-- Data for this task --
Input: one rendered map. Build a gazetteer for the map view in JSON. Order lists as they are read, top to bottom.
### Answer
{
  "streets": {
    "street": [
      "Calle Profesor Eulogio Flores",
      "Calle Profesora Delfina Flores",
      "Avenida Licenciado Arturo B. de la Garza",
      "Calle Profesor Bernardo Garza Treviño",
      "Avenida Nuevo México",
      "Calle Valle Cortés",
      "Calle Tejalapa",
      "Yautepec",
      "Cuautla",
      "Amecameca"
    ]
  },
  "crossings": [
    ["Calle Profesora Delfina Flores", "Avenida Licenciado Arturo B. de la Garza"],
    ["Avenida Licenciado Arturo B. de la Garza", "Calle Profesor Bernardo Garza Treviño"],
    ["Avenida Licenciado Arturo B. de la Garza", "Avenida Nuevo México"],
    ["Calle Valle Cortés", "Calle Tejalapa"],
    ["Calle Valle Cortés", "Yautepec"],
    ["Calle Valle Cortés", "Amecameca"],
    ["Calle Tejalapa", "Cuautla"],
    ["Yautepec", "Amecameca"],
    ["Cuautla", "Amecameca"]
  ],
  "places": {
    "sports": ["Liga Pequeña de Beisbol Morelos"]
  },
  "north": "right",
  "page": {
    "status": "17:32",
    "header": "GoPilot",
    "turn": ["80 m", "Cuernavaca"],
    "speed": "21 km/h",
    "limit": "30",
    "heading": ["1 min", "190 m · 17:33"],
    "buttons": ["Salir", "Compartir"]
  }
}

-- Activity --
Nothing in the listing should change; repeat it in full.

-- Completed task --
Input: one rendered map. Build a gazetteer for the map view in JSON. Order lists as they are read, top to bottom.
### Answer
{
  "streets": {
    "street": [
      "Calle Profesor Eulogio Flores",
      "Calle Profesora Delfina Flores",
      "Avenida Licenciado Arturo B. de la Garza",
      "Calle Profesor Bernardo Garza Treviño",
      "Avenida Nuevo México",
      "Calle Valle Cortés",
      "Calle Tejalapa",
      "Yautepec",
      "Cuautla",
      "Amecameca"
    ]
  },
  "crossings": [
    ["Calle Profesora Delfina Flores", "Avenida Licenciado Arturo B. de la Garza"],
    ["Avenida Licenciado Arturo B. de la Garza", "Calle Profesor Bernardo Garza Treviño"],
    ["Avenida Licenciado Arturo B. de la Garza", "Avenida Nuevo México"],
    ["Calle Valle Cortés", "Calle Tejalapa"],
    ["Calle Valle Cortés", "Yautepec"],
    ["Calle Valle Cortés", "Amecameca"],
    ["Calle Tejalapa", "Cuautla"],
    ["Yautepec", "Amecameca"],
    ["Cuautla", "Amecameca"]
  ],
  "places": {
    "sports": ["Liga Pequeña de Beisbol Morelos"]
  },
  "north": "right",
  "page": {
    "status": "17:32",
    "header": "GoPilot",
    "turn": ["80 m", "Cuernavaca"],
    "speed": "21 km/h",
    "limit": "30",
    "heading": ["1 min", "190 m · 17:33"],
    "buttons": ["Salir", "Compartir"]
  }
}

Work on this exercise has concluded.